START Data under study

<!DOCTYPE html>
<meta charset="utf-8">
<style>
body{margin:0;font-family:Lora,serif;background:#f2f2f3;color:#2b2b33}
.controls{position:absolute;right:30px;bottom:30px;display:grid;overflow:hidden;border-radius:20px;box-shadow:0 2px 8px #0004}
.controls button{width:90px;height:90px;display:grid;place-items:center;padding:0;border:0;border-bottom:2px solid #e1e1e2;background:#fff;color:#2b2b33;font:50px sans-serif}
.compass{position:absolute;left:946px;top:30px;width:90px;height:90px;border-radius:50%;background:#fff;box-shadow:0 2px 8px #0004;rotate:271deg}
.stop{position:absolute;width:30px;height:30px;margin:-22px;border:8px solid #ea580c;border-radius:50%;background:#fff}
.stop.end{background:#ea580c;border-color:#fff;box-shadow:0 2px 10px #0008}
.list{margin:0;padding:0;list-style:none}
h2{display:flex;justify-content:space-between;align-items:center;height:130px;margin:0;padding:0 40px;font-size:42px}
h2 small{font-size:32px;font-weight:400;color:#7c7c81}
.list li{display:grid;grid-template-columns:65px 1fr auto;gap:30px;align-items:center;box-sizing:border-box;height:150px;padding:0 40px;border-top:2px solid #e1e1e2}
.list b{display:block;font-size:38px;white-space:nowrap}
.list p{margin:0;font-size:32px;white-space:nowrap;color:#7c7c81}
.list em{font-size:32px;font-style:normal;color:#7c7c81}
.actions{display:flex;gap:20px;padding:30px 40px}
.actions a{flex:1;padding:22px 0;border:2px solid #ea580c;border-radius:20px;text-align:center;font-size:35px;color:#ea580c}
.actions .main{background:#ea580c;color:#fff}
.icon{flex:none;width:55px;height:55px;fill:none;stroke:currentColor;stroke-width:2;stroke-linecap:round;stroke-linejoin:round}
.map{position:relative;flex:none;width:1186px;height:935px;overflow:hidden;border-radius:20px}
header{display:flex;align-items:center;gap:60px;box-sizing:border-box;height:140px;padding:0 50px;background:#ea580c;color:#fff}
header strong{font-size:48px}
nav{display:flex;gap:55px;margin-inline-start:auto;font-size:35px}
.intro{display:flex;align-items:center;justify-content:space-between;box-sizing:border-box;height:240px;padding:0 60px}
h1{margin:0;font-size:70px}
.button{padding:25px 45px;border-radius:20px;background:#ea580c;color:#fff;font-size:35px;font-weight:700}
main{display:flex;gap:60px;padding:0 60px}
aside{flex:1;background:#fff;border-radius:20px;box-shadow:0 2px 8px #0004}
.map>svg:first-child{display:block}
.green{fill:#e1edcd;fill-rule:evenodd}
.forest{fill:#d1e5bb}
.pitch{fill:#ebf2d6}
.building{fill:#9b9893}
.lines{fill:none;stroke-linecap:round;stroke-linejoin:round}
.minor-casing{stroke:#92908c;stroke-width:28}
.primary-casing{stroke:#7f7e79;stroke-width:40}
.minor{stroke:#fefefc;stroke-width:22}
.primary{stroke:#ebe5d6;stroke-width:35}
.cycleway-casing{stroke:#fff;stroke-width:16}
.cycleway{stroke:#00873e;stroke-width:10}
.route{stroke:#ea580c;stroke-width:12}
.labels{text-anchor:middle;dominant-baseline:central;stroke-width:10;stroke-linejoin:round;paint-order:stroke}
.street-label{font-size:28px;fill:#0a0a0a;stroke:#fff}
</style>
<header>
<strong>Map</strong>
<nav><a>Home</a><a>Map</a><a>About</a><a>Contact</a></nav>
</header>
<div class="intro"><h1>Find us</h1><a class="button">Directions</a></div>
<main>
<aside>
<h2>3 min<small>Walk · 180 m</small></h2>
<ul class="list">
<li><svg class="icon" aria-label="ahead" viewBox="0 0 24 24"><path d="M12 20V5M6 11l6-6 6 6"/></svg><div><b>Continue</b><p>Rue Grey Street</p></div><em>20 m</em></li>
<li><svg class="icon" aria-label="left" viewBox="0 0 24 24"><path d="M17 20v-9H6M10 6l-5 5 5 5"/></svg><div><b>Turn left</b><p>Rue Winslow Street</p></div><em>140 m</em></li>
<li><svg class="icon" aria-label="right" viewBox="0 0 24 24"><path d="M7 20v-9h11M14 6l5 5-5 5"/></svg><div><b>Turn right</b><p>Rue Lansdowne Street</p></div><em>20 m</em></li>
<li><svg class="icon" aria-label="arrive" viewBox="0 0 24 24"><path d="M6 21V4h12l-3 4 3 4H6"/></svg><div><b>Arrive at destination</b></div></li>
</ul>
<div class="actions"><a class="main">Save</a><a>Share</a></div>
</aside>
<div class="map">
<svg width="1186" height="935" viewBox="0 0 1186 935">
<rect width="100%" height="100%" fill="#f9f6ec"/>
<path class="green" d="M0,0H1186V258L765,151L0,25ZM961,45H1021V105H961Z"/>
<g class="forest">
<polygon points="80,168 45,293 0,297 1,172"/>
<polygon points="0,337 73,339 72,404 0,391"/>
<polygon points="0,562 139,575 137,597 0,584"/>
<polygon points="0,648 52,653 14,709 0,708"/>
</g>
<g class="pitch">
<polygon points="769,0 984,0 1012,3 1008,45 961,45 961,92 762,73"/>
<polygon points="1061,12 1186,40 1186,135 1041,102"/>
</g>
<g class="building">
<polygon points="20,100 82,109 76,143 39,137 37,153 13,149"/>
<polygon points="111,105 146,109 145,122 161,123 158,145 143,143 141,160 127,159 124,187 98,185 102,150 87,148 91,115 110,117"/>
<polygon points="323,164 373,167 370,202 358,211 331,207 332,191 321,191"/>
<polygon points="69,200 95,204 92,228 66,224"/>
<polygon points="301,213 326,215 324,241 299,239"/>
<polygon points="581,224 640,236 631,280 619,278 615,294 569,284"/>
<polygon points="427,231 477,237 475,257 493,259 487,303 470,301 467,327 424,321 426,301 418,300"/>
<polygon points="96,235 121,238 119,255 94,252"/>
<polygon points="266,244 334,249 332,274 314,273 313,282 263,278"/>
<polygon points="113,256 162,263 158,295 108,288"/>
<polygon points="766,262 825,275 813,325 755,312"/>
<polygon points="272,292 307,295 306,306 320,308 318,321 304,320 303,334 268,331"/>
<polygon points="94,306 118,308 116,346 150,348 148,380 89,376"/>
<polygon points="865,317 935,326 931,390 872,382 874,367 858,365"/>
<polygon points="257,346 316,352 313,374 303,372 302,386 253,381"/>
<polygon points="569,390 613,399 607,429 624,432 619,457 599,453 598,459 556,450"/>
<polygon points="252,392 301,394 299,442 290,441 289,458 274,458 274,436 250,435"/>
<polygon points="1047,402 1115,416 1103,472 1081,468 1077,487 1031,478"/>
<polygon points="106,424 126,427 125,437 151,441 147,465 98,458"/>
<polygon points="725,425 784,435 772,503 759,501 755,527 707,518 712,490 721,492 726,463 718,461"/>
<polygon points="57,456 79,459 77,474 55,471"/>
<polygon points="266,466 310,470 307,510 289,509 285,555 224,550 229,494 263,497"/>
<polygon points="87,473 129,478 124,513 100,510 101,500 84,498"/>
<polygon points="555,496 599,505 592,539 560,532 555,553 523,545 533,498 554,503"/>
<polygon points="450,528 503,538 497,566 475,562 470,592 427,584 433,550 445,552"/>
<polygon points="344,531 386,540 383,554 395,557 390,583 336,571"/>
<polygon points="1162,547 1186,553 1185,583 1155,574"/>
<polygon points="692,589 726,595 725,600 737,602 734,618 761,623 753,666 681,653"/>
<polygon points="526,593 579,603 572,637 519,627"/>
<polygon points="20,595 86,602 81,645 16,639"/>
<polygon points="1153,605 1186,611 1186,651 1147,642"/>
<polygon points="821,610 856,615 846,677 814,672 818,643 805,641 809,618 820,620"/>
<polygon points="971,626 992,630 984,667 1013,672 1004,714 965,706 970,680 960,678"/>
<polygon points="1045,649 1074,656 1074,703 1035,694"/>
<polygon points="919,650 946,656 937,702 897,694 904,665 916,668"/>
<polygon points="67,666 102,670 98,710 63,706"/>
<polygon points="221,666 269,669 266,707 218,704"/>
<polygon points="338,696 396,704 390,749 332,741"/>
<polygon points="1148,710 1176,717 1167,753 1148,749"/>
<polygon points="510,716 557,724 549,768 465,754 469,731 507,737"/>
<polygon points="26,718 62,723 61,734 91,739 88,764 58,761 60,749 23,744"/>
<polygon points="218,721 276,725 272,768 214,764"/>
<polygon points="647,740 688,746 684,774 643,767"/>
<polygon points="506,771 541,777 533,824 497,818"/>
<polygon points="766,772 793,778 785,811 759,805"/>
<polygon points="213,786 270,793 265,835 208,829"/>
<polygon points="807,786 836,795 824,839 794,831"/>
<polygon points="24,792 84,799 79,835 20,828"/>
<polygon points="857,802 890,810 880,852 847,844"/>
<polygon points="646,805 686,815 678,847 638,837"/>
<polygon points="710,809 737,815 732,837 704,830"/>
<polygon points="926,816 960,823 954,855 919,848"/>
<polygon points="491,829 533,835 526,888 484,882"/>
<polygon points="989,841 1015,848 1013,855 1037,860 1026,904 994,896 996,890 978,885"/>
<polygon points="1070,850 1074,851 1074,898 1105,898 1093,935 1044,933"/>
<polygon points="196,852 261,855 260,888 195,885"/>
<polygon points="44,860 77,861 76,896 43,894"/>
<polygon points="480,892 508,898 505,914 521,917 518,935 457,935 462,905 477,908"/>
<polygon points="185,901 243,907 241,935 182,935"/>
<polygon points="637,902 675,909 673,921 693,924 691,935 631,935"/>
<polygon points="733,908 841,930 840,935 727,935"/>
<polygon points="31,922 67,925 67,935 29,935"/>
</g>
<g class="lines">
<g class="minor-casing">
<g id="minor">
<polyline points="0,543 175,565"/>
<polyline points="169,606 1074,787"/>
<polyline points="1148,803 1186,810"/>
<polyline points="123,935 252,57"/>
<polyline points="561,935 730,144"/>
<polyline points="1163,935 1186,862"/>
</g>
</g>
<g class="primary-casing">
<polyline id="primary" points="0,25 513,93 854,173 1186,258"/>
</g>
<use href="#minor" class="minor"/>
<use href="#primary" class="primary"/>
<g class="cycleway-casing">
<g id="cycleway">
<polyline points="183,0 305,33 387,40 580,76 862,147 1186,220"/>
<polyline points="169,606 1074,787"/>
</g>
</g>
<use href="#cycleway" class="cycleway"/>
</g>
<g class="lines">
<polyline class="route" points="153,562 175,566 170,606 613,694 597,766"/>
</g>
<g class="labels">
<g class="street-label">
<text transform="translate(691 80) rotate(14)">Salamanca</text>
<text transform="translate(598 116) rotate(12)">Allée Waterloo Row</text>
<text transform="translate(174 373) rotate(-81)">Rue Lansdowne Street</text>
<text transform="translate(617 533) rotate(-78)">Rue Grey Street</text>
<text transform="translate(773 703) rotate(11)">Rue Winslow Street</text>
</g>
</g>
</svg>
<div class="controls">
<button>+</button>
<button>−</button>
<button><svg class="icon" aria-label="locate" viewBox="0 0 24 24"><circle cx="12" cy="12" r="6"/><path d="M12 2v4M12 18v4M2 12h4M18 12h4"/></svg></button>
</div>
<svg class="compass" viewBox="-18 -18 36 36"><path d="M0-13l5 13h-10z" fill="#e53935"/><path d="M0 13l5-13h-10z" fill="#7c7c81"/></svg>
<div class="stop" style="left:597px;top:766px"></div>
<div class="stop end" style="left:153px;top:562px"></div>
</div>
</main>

END Data under study

Requirement.
Give the number of lines in the records that contain the string "hidden", and write nothing besides that number.

Result of the exercise.
2